MPs, who are Old Vandals, criticise University of Ghana over Commonwealth Hall impasse
Members of Parliament from both the Majority and Minority caucuses, who are members of the Old Vandals Association, Friday criticised the University of Ghana authorities for seeking to destroy the spirit, culture and tradition of the Commonwealth Hall.
Addressing journalists in Parliament, Mr Clement Apaak, the Member of Parliament for Builsa South, said: “The University was not respecting the laws of the land.”
“As alumni of Commonwealth Hall from both sides of the house, we are displeased with how the University of Ghana has gone about things.

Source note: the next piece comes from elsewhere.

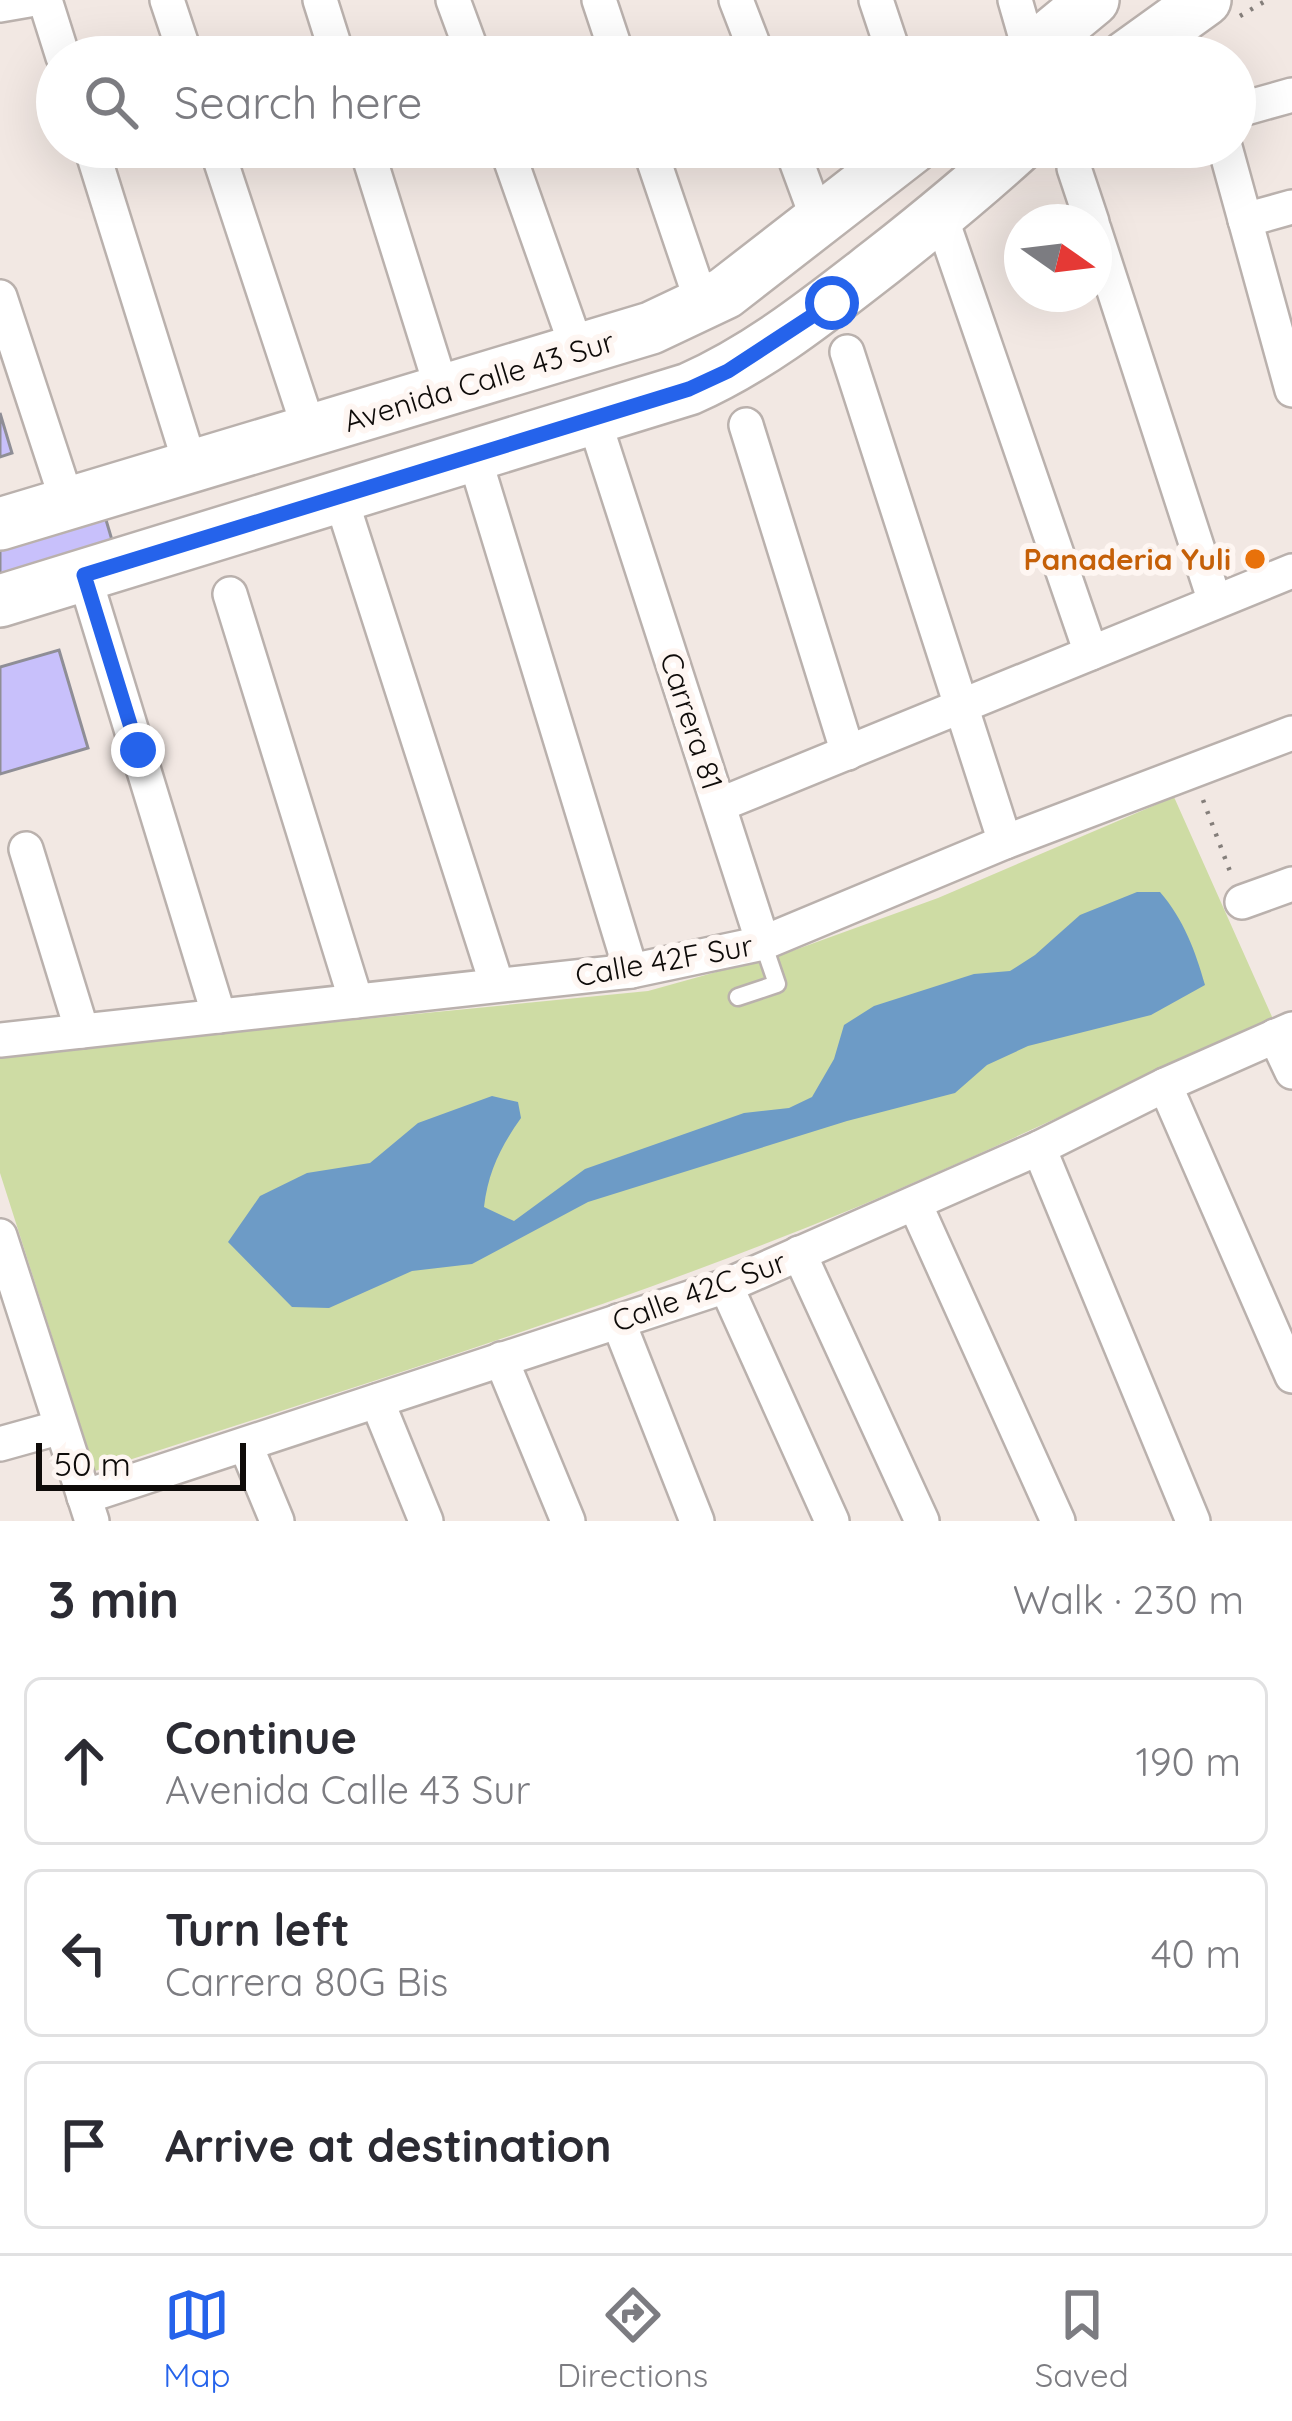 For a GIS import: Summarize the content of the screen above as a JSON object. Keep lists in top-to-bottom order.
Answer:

We fail to understand why the University is failing to respect the law.”
Mr Apaak, therefore, cautioned the police to be circumspect in what they do about the impasse between the Commonwealth Hall and the University authorities.
He expressed optimism that the impasse would be resolved, amicably, but that depended on the respect the University had for the rules of the land.
The University revoked the tenancy of continuing students from the Commonwealth and Sarbah halls as a punitive measure after clashes between some students of the two halls.
That led to the destruction of the bust of John Mensah Sarbah, the historical figure after whom the Sarbah Hall was named.
According to the University, all continuing students of the Commonwealth Hall, an all-male hall, and continuing male students of Mensah Sarbah Hall, will not return to their halls nor any of the traditional halls.
But the students expressed displeasure about the move, insisting that the decision was ill-intended and posed financial challenges as the new halls offered were extremely expensive.